TO DO — Write the listing out again exactly as it stands, with no images.

GIVEN DATA —
--*--
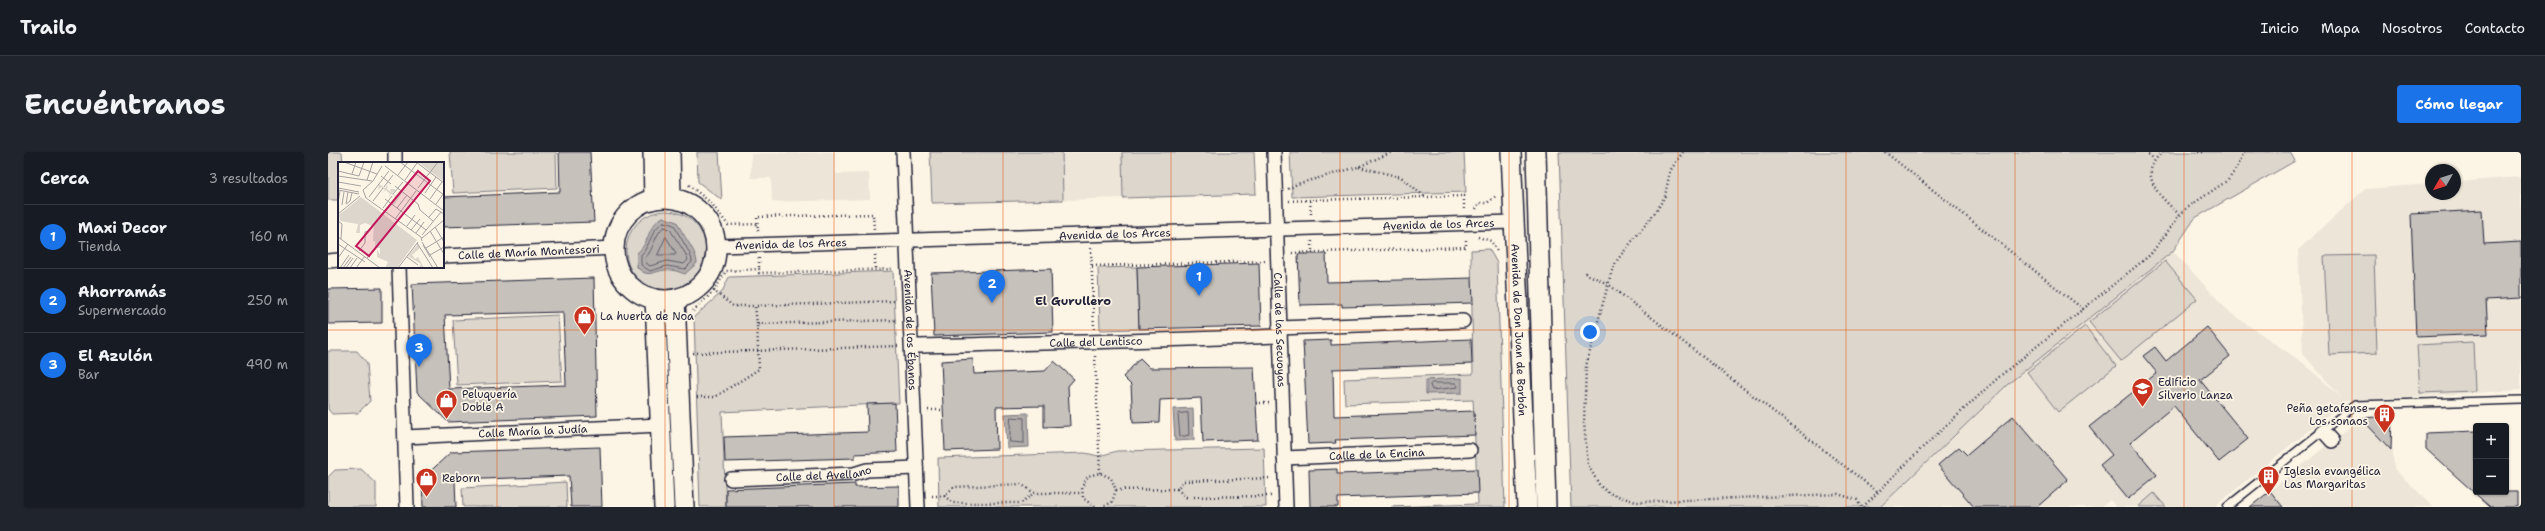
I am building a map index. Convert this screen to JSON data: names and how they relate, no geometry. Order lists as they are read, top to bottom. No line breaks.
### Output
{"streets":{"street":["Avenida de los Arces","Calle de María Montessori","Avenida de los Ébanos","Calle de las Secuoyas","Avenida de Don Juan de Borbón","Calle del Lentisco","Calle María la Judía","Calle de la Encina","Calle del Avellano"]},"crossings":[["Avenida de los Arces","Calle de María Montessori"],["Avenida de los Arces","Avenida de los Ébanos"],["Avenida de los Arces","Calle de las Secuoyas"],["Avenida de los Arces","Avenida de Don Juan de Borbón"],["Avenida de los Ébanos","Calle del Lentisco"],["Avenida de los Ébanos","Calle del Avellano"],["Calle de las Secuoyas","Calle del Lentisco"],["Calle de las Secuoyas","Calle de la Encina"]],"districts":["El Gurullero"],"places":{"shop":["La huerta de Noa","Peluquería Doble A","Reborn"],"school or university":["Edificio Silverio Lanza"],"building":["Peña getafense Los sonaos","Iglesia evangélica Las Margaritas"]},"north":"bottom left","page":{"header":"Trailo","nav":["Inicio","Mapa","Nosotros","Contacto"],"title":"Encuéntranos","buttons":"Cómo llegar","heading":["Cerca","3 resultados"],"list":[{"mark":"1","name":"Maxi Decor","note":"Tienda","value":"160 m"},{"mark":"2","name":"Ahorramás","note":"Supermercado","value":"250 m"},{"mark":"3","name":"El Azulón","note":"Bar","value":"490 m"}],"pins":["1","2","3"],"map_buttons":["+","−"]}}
--*--
OUTPUT FOR THIS TASK —
I am building a map index. Convert this screen to JSON data: names and how they relate, no geometry. Order lists as they are read, top to bottom. No line breaks.
### Output
{"streets":{"street":["Avenida de los Arces","Calle de María Montessori","Avenida de los Ébanos","Calle de las Secuoyas","Avenida de Don Juan de Borbón","Calle del Lentisco","Calle María la Judía","Calle de la Encina","Calle del Avellano"]},"crossings":[["Avenida de los Arces","Calle de María Montessori"],["Avenida de los Arces","Avenida de los Ébanos"],["Avenida de los Arces","Calle de las Secuoyas"],["Avenida de los Arces","Avenida de Don Juan de Borbón"],["Avenida de los Ébanos","Calle del Lentisco"],["Avenida de los Ébanos","Calle del Avellano"],["Calle de las Secuoyas","Calle del Lentisco"],["Calle de las Secuoyas","Calle de la Encina"]],"districts":["El Gurullero"],"places":{"shop":["La huerta de Noa","Peluquería Doble A","Reborn"],"school or university":["Edificio Silverio Lanza"],"building":["Peña getafense Los sonaos","Iglesia evangélica Las Margaritas"]},"north":"bottom left","page":{"header":"Trailo","nav":["Inicio","Mapa","Nosotros","Contacto"],"title":"Encuéntranos","buttons":"Cómo llegar","heading":["Cerca","3 resultados"],"list":[{"mark":"1","name":"Maxi Decor","note":"Tienda","value":"160 m"},{"mark":"2","name":"Ahorramás","note":"Supermercado","value":"250 m"},{"mark":"3","name":"El Azulón","note":"Bar","value":"490 m"}],"pins":["1","2","3"],"map_buttons":["+","−"]}}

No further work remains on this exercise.